__DATA TO PROCESS__:
⁂

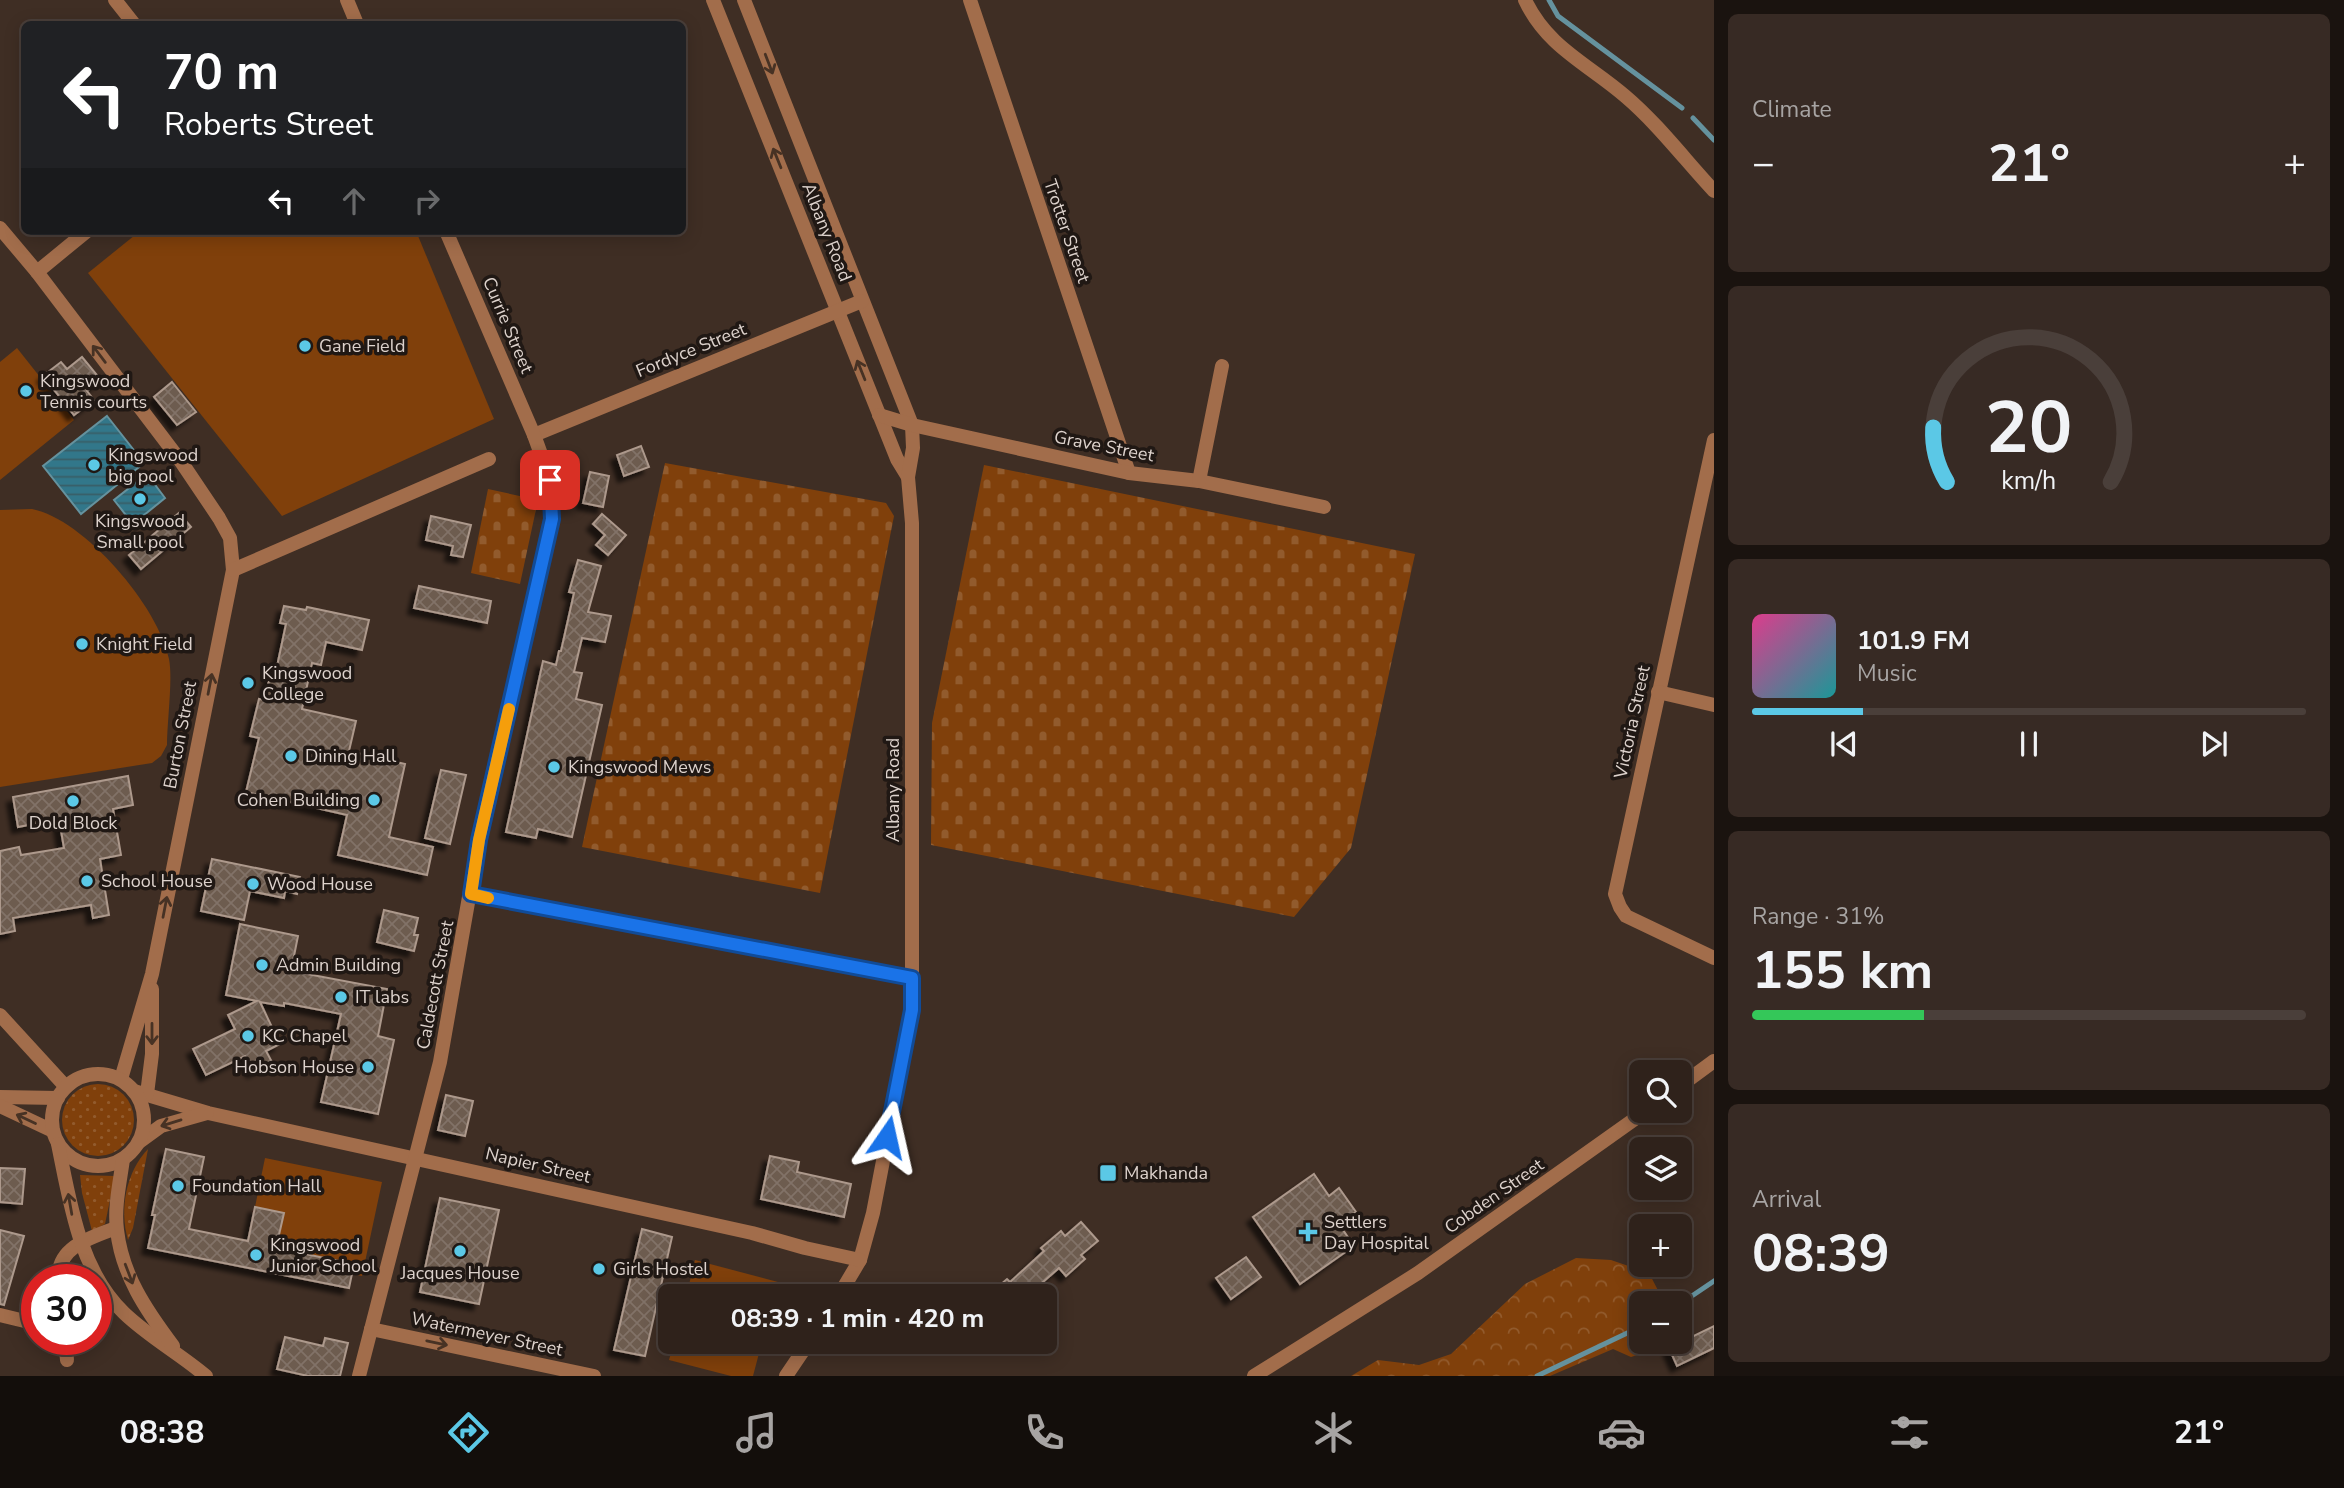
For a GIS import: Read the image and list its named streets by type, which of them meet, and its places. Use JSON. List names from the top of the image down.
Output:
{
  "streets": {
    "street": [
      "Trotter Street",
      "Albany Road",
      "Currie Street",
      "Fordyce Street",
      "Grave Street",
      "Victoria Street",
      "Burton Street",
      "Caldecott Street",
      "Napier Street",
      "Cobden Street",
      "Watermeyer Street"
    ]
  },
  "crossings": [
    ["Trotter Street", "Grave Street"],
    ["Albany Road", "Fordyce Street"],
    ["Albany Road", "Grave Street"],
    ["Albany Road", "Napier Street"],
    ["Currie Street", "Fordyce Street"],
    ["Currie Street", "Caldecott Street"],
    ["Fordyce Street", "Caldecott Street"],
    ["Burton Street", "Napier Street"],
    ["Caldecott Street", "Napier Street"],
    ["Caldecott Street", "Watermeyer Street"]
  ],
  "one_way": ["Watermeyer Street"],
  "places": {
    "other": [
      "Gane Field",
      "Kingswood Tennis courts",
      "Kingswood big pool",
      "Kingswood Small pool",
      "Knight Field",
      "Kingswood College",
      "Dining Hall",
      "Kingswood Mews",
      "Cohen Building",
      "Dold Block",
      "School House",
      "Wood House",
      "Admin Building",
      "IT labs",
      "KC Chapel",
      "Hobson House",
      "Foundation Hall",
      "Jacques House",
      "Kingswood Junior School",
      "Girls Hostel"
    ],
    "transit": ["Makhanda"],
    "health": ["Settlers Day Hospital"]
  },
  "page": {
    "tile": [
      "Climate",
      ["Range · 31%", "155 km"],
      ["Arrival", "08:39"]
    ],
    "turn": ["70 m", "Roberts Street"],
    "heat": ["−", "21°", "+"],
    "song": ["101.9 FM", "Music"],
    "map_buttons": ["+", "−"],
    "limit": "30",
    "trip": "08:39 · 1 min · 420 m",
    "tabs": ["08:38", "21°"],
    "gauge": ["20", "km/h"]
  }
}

⁂

__WHAT YOU HAVE TO DO__:
Using the entries above, work out the number of lines containing the string "Caldecott", and supply only that number.

__TASK OUTPUT__:
5